Oceanside Middle School (NY) math teacher Kimberly Epps has been a true partner and visionary educator who has had great success in bringing the MAD-learn program into the core curriculum. In a May 2021 blog, Kimberly talked at length about the value of MAD-learn. “As a mathematics teacher with several years of teaching experience, I have always made it my goal to explore the use of various tools that make learning fun for my students.  One such educational tool is MAD-learn…” adding “In order for MAD- learn to impact my teaching, it had to first impact me and it did.  This program has all of the characteristics to help develop the character of a student.  An app creator must be analytical, organized, create, communicate effectively, able to work in a team, and persevering.  The biggest issue for students is developing creativity skills and patience in planning their projects.  They learn how and why planning is so important and learn to appreciate the process.” You can read more about Kimberly and her thoughts about MAD-learn by reading her blog entry from earlier in the year. She defines what true partnership means, and we appreciate her efforts!

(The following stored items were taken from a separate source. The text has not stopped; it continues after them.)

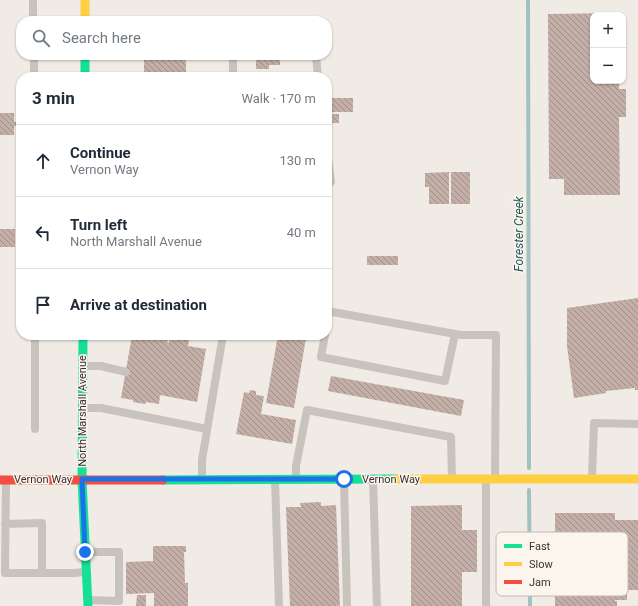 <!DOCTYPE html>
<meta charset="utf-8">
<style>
:root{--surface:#fff;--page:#f2f2f3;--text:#1f2937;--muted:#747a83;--line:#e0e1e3}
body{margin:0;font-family:Roboto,sans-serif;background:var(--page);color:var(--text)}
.controls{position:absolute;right:12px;top:12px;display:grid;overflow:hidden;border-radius:8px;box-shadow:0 1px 3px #0004}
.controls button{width:36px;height:36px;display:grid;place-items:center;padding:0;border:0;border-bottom:1px solid var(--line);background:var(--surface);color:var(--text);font:20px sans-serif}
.stop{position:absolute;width:12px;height:12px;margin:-9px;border:3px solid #1a73e8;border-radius:50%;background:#fff}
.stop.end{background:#1a73e8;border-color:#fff;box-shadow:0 1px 4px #0008}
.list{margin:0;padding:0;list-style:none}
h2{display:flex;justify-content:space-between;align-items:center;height:52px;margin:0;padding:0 16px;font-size:17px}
h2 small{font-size:13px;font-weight:400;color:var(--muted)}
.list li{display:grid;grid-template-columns:26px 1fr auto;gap:12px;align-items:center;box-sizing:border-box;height:72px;padding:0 16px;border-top:1px solid var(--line)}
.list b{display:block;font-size:15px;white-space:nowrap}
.list p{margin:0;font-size:13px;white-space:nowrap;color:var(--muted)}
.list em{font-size:13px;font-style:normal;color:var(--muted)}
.icon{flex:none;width:22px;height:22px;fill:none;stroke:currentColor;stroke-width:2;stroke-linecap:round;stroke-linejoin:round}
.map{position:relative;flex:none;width:638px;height:606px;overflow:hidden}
.search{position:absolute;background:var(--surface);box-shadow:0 1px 3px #0004;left:16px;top:16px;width:316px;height:44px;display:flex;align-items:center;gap:10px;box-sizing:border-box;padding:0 14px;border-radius:16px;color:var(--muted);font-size:15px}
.panel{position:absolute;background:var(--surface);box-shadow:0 1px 3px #0004;left:16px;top:72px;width:316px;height:268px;border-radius:16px}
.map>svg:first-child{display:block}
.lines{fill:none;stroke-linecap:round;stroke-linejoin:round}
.stream{stroke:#a1c2c1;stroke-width:4}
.building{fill:url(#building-back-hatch)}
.lane{stroke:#c9c3be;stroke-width:8}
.fast{stroke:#16e098;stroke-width:9}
.slow{stroke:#ffcf43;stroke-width:9}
.jam{stroke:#f24e42;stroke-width:9}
.route{stroke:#1a73e8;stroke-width:5}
.labels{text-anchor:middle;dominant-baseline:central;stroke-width:3;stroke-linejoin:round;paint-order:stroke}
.street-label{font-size:11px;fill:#3b302b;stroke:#fbf5ee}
.water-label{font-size:12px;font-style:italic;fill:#1f5a5e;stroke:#fbf5ee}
.key{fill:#fbf5ee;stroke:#c1bab4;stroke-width:1}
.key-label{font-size:11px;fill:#3b302b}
</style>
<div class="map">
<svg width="638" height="606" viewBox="0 0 638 606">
<defs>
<pattern id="building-back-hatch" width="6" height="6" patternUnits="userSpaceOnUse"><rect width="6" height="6" fill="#c3afa7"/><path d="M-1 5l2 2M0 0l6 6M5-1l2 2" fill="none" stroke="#a08f88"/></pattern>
</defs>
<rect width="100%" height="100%" fill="#f0ebe5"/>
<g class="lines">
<path class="stream" d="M528 0 529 468
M529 490 530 606"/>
</g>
<path class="building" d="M619 13V15H593V81H619V89H626V117H619L620 195H564V179H549L548 14Z
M144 55H186V77H144Z
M260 55H280V65H269V69H256V60H260Z
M327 98H353V112H327Z
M0 113H14V122H18V126H14V135H0Z
M327 114H339V123H327Z
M449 172V204H429V187H425V173Z
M451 172H470V204H451Z
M0 229H15V247H0Z
M367 256H398V265H367Z
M638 298V390H635V388L606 391V393L574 398 567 346V308Z
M170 335H190L188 346 206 349 197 402 160 395 159 404 146 402 145 404 133 402V400L121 398 132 336 148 338V336L168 339 167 342 169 343 166 367Z
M278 335 306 338 294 408 266 403Z
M331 376 464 400 461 416 328 391Z
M250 390 256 391V395L264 396 261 414 296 420 292 444 236 434 244 392 249 393Z
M321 502V506L336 505 340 606H290L286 507H301L300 503Z
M462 505V530H477V572H462V606H411V506Z
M555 513H615V520H638V590H627V600H615V601H617V606H555Z
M153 546H186V552H184L185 583H188V606H154V593L126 594V562L153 561Z
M137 595H146V606H136Z"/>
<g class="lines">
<path class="lane" d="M33 0V21
M34 55V77
M233 55V77
M316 55 318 77
M327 150 331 182 327 186
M327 311 461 335H496L495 479
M327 323 329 311
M325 335 321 357 445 381 455 334
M83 366H101L126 372
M84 408H101L207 429
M35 429V335
M202 478V460L223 335
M296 478V466L307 410 451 437 452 479
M592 478 594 423 638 424
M6 480 5 573H74L85 572
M275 480 279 606
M373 480 377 606
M344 481 347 606
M486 481V606
M5 524 42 523V573
M86 552H119V601L88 600"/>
<path class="fast" d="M85 55V77
M83 335 82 479 88 606
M163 480 396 479"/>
<path class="slow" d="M85 0V21
M396 479H638"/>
<path class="jam" d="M0 480H163"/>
</g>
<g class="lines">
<path class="route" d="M85 552 82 479H344"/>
</g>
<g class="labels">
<g class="street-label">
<text transform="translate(82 411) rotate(-90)">North Marshall Avenue</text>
<text x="43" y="479">Vernon Way</text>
<text x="391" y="479">Vernon Way</text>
</g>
<g class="water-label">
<text transform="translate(519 234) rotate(-90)">Forester Creek</text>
</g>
</g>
<rect x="496" y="532" width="132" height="64" rx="6" class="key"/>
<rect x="504" y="544" width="18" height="4" fill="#16e098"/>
<rect x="504" y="562" width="18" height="4" fill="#ffcf43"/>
<rect x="504" y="580" width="18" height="4" fill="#f24e42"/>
<g class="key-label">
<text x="529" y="550">Fast</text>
<text x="529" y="568">Slow</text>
<text x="529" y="586">Jam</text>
</g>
</svg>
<div class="controls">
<button>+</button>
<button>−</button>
</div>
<div class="stop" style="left:344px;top:479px"></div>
<div class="stop end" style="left:85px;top:552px"></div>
<div class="search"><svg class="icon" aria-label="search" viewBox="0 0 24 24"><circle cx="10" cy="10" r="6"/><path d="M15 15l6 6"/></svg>Search here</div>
<section class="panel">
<h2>3 min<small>Walk · 170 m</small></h2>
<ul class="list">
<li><svg class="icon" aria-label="ahead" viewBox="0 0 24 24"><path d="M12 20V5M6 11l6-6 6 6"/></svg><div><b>Continue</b><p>Vernon Way</p></div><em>130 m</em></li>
<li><svg class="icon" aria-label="left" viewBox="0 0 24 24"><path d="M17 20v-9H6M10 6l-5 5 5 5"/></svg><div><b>Turn left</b><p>North Marshall Avenue</p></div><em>40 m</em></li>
<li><svg class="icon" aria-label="arrive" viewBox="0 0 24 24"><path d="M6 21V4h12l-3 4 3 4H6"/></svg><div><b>Arrive at destination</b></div></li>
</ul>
</section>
</div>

It has been said that the quality of a teacher is best measured by the outcomes realized by her students. Lawanda Stephens-Sanford, from Arabia Mountain High School near Atlanta, is a testament to this. We had the honor of serving on judging panels for a virtual set of Shark Tanks in which her students shared their work in an authentic “pitch” situation. We were impressed not only by the apps they created but by how they presented themselves in such a professional manner. These qualities are part of what Lawanda expects of her students, beyond attention to working at their highest level. A Marine Corps veteran, Lawanda also spent 23 years in health care before becoming a teacher. She refers to her current career as “not only my passion but my calling”. She further said, “I love learning and I love teaching and helping others in the classroom and in ministry.” As for using MAD-learn, she shared that “[the] experience has stretched me because it’s gotten me out of my comfort zone and encourages me to try new things and to be creative. I enjoy sharing MAD-learn with the students because I’m able to stretch them as well. Allowing students to see the [MAD-learn] team in person or virtually in the Shark Tank or in the classroom gives them hope and helps them connect with something real from a business or app perspective.” Lawanda added, “Thank you for introducing MAD-learn to me and for having such an awesome tool to engage students and help them to think creatively.”

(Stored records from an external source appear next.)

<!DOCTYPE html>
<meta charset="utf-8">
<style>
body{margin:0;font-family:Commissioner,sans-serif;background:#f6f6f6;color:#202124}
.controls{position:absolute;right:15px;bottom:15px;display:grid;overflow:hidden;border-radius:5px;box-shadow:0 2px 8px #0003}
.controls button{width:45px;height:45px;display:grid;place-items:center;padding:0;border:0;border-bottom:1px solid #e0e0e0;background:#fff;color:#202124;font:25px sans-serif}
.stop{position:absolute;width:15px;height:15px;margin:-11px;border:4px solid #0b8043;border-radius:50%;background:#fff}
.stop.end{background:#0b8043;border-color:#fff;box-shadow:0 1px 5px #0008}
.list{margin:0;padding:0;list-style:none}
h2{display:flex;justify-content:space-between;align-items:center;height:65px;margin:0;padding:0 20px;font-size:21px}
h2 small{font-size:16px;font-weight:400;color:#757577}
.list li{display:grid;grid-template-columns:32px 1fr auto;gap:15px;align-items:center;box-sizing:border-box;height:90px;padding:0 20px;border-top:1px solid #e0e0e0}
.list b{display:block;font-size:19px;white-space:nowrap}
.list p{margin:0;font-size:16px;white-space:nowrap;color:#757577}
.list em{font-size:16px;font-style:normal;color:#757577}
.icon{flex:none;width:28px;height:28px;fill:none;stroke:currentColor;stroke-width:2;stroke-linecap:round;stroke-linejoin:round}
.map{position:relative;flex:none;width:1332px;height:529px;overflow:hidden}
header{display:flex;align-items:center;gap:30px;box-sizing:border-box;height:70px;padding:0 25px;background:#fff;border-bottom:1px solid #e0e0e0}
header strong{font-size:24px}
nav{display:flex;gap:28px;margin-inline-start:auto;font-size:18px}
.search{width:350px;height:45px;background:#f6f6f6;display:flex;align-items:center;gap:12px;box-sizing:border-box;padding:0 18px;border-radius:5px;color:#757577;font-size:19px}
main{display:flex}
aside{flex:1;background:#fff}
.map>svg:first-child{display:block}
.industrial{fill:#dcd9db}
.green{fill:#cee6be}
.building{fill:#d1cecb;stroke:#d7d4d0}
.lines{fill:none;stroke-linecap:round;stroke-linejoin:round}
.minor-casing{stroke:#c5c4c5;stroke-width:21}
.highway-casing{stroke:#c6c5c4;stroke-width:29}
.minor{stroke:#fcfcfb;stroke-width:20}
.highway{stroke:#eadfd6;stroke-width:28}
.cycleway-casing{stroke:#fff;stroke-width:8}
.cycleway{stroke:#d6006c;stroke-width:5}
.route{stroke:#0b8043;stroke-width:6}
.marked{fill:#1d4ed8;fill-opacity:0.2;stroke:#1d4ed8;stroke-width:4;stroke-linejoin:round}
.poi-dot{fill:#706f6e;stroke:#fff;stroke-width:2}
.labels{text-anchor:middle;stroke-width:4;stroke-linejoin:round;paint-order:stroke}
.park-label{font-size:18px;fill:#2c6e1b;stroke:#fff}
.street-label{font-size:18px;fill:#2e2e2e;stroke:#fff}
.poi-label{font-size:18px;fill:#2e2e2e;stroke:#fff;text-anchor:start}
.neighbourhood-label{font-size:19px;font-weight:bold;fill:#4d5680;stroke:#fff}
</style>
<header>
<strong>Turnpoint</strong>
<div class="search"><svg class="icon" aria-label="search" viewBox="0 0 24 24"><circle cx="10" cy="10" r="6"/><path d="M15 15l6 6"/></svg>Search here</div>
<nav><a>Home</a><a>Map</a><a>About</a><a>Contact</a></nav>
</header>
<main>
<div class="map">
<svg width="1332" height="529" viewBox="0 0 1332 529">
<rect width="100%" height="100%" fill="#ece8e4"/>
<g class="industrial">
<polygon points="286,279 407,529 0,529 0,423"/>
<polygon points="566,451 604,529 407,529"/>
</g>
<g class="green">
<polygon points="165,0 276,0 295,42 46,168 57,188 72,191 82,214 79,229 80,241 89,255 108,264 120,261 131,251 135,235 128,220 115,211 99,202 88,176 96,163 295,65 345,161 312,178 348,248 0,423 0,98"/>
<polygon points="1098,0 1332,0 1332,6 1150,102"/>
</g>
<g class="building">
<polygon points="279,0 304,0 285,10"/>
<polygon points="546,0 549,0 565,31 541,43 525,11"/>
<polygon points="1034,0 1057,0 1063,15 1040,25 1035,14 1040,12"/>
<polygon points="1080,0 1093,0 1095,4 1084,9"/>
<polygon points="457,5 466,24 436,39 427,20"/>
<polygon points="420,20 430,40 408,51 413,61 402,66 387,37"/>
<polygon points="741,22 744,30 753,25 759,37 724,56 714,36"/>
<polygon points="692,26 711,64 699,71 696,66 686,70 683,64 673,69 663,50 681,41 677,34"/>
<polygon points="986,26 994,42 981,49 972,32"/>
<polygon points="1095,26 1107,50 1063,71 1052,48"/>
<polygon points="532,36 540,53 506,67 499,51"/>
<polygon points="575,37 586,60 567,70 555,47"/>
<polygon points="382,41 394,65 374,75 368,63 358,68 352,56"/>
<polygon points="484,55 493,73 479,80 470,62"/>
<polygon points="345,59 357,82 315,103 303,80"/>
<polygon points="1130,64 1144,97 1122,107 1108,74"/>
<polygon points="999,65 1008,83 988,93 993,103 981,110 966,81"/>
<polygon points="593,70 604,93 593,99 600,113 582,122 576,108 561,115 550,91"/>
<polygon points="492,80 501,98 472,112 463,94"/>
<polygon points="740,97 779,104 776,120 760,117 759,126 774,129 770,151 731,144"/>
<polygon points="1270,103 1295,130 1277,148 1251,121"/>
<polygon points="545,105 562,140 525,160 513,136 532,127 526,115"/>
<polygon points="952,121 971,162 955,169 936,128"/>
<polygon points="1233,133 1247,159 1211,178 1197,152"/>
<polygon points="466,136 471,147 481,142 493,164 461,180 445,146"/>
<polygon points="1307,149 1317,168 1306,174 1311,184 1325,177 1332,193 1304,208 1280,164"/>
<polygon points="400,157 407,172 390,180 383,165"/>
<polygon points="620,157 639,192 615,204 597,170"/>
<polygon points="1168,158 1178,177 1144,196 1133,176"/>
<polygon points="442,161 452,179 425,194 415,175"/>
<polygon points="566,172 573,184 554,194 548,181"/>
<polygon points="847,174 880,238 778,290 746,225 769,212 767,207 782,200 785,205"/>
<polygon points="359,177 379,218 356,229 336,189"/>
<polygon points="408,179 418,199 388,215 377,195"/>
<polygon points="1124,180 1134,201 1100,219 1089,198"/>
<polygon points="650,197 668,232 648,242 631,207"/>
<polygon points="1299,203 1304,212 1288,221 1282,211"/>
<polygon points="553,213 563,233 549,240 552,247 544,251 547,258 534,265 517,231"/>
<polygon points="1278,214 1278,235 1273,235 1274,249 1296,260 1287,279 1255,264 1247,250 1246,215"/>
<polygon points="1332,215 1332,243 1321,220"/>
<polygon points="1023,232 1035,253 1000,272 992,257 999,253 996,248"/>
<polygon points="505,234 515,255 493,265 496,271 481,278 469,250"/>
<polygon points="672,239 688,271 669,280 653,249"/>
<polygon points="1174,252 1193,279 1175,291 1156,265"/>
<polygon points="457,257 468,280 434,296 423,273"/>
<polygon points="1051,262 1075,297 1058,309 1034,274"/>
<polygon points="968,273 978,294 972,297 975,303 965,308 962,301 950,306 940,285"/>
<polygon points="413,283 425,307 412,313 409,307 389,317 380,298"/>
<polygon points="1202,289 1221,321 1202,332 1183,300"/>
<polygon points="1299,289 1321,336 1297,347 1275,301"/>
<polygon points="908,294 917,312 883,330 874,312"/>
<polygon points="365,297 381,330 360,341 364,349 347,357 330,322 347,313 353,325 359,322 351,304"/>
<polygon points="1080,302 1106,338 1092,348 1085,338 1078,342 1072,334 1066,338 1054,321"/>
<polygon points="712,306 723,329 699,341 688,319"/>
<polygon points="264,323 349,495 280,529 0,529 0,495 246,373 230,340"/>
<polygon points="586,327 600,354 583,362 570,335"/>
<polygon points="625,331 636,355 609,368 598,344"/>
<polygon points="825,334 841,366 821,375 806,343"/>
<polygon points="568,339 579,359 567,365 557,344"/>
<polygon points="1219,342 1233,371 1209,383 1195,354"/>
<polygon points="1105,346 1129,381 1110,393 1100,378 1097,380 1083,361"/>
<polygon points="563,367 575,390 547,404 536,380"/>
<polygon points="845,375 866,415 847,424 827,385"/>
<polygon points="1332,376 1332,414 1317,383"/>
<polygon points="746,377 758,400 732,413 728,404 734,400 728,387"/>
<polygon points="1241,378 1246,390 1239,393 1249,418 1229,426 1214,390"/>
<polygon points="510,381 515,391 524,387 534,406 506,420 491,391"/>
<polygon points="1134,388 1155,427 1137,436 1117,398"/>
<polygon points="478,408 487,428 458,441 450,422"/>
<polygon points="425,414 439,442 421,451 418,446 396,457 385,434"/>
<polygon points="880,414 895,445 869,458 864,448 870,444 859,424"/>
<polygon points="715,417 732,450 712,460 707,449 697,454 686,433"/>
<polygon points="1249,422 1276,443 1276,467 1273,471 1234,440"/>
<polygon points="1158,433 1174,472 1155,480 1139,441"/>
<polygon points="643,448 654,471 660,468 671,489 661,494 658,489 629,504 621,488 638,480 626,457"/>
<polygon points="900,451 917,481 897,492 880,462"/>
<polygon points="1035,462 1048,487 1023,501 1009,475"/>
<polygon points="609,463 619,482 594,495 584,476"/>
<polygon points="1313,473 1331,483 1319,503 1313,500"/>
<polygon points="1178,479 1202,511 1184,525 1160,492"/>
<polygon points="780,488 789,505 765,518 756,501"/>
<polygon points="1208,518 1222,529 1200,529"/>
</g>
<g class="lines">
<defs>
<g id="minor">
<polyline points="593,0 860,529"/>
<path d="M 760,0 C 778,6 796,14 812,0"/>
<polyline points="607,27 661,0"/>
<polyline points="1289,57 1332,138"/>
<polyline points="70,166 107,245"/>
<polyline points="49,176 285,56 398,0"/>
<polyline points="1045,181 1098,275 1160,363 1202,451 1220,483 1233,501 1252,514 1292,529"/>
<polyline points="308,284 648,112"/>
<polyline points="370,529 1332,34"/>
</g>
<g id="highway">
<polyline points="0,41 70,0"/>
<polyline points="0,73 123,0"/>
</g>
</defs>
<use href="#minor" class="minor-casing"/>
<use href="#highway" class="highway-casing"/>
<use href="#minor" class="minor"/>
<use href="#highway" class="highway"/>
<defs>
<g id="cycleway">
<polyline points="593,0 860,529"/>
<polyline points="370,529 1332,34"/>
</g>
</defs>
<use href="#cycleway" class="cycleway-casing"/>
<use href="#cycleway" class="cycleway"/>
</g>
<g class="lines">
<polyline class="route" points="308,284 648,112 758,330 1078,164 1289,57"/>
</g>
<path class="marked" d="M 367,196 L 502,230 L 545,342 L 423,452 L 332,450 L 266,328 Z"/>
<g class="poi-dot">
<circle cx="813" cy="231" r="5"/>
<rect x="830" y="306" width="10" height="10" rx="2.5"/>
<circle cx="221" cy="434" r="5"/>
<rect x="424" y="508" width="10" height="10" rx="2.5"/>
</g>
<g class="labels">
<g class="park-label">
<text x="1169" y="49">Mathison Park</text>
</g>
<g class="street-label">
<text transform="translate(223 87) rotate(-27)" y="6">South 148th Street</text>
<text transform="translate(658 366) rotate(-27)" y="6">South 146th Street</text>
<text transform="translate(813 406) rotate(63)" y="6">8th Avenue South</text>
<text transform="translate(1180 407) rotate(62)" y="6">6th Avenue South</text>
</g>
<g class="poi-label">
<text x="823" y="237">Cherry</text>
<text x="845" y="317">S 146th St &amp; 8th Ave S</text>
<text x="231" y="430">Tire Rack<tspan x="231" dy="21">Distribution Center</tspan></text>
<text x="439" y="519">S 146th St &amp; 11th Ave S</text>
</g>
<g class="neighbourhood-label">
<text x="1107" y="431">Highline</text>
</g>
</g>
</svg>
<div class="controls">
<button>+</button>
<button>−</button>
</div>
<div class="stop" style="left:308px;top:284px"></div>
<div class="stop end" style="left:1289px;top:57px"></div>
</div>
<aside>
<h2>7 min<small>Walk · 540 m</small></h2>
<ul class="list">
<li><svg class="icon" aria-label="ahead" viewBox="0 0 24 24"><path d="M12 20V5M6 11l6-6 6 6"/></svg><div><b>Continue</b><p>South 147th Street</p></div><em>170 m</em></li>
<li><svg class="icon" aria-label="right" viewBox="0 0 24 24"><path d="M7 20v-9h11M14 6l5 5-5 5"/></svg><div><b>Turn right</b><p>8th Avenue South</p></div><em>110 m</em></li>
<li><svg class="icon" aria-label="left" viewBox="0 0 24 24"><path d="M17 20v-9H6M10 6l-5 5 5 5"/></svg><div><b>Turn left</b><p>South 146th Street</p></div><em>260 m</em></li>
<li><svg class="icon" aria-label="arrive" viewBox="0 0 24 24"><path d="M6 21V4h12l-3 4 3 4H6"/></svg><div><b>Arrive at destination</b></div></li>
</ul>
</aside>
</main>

Alisa Wright’s Roosevelt Middle School (Palm Beach) students have created nearly 100 apps in just the second half of the school year. These apps have covered a wide range of topics, though many are of a social entrepreneurial bent. Alisa’s energy, positive attitude, and involvement make her a valued member of her school, as well as to us here at MAD-learn. Brad Henry once said,  “A good teacher can inspire hope, ignite the imagination, and instill a love of learning.” – and that is what Alisa is doing. We appreciate all her efforts.


Gwendolyn Reynolds of Avondale Elementary School is committed to the success of all her students and goes above and beyond to ensure that students are engaged and thinking outside the box in fun, meaningful ways. She used MAD-learn in an after-school flash app class.  Within her classroom, she had between 2nd-5th graders.  Principal Dr. Dontae Andrews said he was very impressed by how engaged his students were. We applaud her enthusiasm and dedication to teaching.


These are just a few examples of the amazing work that our Black MAD-teachers are doing in the classroom. The entire MAD-learn team would like to say a big THANK YOU to you for all you do. YOU ROCK!